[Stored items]
===

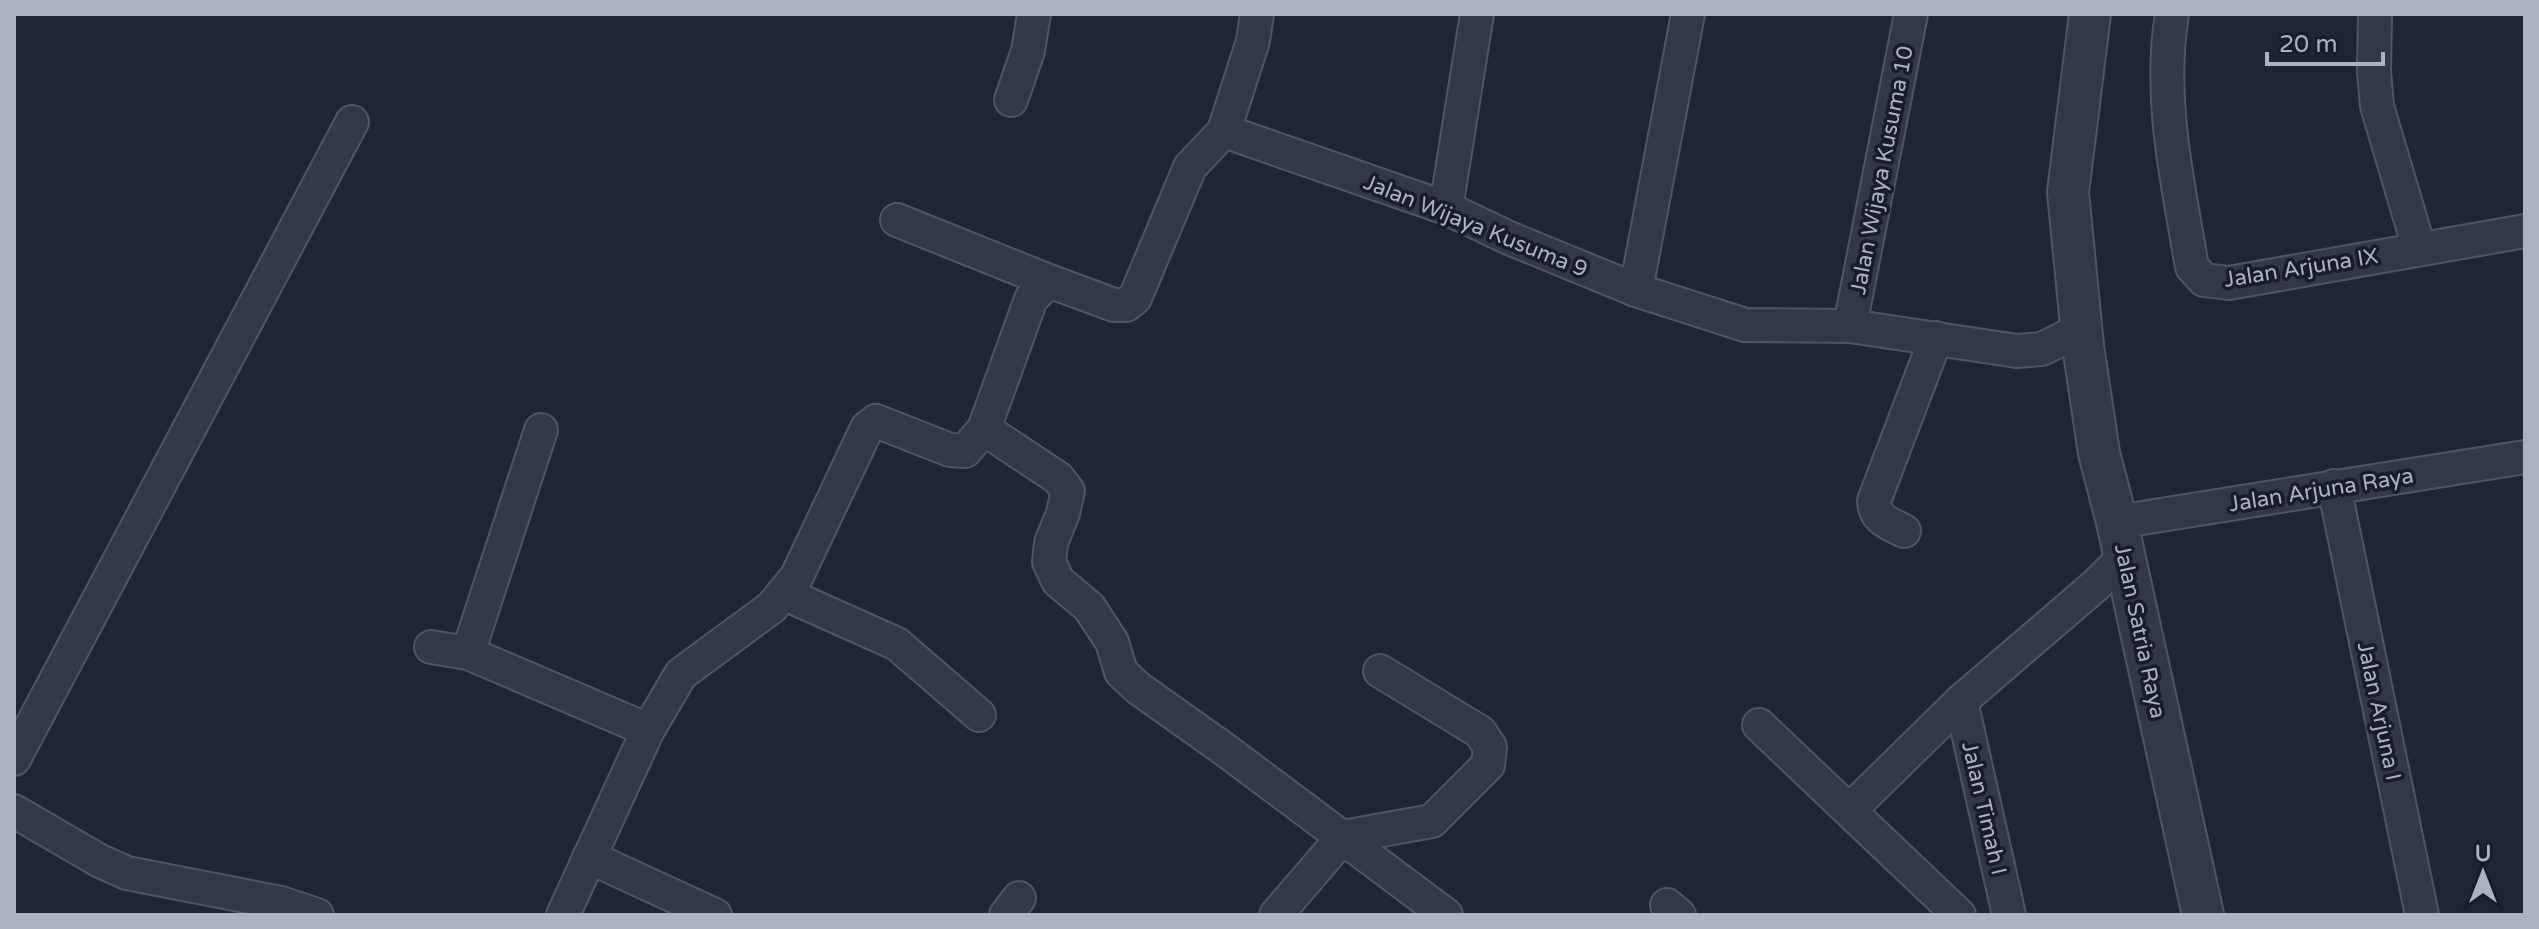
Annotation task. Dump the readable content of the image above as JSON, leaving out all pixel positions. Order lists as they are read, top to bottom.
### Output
{
  "streets": {
    "street": [
      "Jalan Wijaya Kusuma 10",
      "Jalan Wijaya Kusuma 9",
      "Jalan Arjuna IX",
      "Jalan Arjuna Raya",
      "Jalan Satria Raya",
      "Jalan Arjuna I",
      "Jalan Timah I"
    ]
  },
  "crossings": [
    ["Jalan Wijaya Kusuma 10", "Jalan Wijaya Kusuma 9"],
    ["Jalan Wijaya Kusuma 9", "Jalan Satria Raya"],
    ["Jalan Arjuna Raya", "Jalan Satria Raya"],
    ["Jalan Arjuna Raya", "Jalan Arjuna I"]
  ],
  "scale_bar": "20 m",
  "north": "top"
}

===

--- Task requirements ---
Return all of the entries word for word, but omit the pictures.

--- Answer section ---
Annotation task. Dump the readable content of the image above as JSON, leaving out all pixel positions. Order lists as they are read, top to bottom.
### Output
{
  "streets": {
    "street": [
      "Jalan Wijaya Kusuma 10",
      "Jalan Wijaya Kusuma 9",
      "Jalan Arjuna IX",
      "Jalan Arjuna Raya",
      "Jalan Satria Raya",
      "Jalan Arjuna I",
      "Jalan Timah I"
    ]
  },
  "crossings": [
    ["Jalan Wijaya Kusuma 10", "Jalan Wijaya Kusuma 9"],
    ["Jalan Wijaya Kusuma 9", "Jalan Satria Raya"],
    ["Jalan Arjuna Raya", "Jalan Satria Raya"],
    ["Jalan Arjuna Raya", "Jalan Arjuna I"]
  ],
  "scale_bar": "20 m",
  "north": "top"
}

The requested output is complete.